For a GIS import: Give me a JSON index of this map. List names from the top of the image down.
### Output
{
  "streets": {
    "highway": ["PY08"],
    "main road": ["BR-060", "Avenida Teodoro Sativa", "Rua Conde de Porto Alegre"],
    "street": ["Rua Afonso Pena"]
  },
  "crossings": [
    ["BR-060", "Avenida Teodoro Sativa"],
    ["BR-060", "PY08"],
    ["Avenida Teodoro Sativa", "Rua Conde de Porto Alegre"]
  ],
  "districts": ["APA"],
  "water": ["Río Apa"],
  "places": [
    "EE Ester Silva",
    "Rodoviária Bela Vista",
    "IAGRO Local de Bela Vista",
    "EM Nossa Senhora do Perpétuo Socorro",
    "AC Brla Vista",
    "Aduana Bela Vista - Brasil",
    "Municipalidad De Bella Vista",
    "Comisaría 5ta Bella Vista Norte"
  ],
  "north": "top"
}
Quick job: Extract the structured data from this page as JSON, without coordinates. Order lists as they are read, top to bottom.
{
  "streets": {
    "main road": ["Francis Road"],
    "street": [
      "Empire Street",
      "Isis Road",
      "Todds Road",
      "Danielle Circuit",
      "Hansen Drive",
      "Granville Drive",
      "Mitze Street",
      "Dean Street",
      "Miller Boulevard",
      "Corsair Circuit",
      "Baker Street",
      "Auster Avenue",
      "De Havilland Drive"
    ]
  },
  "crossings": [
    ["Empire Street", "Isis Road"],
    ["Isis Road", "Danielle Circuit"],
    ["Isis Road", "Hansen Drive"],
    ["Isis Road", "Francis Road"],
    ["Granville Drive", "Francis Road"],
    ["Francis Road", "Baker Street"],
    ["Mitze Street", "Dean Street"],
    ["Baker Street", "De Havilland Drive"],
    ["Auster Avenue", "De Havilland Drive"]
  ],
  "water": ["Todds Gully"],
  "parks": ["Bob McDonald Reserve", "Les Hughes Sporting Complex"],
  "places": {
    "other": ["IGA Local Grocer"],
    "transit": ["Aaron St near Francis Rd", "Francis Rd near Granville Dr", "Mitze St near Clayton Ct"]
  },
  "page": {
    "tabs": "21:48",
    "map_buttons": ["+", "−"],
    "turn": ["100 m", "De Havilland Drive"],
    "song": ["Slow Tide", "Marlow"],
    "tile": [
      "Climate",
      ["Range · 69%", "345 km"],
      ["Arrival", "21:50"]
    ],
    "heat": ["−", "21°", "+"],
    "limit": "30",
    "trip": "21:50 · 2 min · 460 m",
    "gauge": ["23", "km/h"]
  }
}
....................
● Your objective:
Each record above needs to be written out exactly, with nothing left out.

● Solution to this task:
For a GIS import: Give me a JSON index of this map. List names from the top of the image down.
### Output
{
  "streets": {
    "highway": ["PY08"],
    "main road": ["BR-060", "Avenida Teodoro Sativa", "Rua Conde de Porto Alegre"],
    "street": ["Rua Afonso Pena"]
  },
  "crossings": [
    ["BR-060", "Avenida Teodoro Sativa"],
    ["BR-060", "PY08"],
    ["Avenida Teodoro Sativa", "Rua Conde de Porto Alegre"]
  ],
  "districts": ["APA"],
  "water": ["Río Apa"],
  "places": [
    "EE Ester Silva",
    "Rodoviária Bela Vista",
    "IAGRO Local de Bela Vista",
    "EM Nossa Senhora do Perpétuo Socorro",
    "AC Brla Vista",
    "Aduana Bela Vista - Brasil",
    "Municipalidad De Bella Vista",
    "Comisaría 5ta Bella Vista Norte"
  ],
  "north": "top"
}
Quick job: Extract the structured data from this page as JSON, without coordinates. Order lists as they are read, top to bottom.
{
  "streets": {
    "main road": ["Francis Road"],
    "street": [
      "Empire Street",
      "Isis Road",
      "Todds Road",
      "Danielle Circuit",
      "Hansen Drive",
      "Granville Drive",
      "Mitze Street",
      "Dean Street",
      "Miller Boulevard",
      "Corsair Circuit",
      "Baker Street",
      "Auster Avenue",
      "De Havilland Drive"
    ]
  },
  "crossings": [
    ["Empire Street", "Isis Road"],
    ["Isis Road", "Danielle Circuit"],
    ["Isis Road", "Hansen Drive"],
    ["Isis Road", "Francis Road"],
    ["Granville Drive", "Francis Road"],
    ["Francis Road", "Baker Street"],
    ["Mitze Street", "Dean Street"],
    ["Baker Street", "De Havilland Drive"],
    ["Auster Avenue", "De Havilland Drive"]
  ],
  "water": ["Todds Gully"],
  "parks": ["Bob McDonald Reserve", "Les Hughes Sporting Complex"],
  "places": {
    "other": ["IGA Local Grocer"],
    "transit": ["Aaron St near Francis Rd", "Francis Rd near Granville Dr", "Mitze St near Clayton Ct"]
  },
  "page": {
    "tabs": "21:48",
    "map_buttons": ["+", "−"],
    "turn": ["100 m", "De Havilland Drive"],
    "song": ["Slow Tide", "Marlow"],
    "tile": [
      "Climate",
      ["Range · 69%", "345 km"],
      ["Arrival", "21:50"]
    ],
    "heat": ["−", "21°", "+"],
    "limit": "30",
    "trip": "21:50 · 2 min · 460 m",
    "gauge": ["23", "km/h"]
  }
}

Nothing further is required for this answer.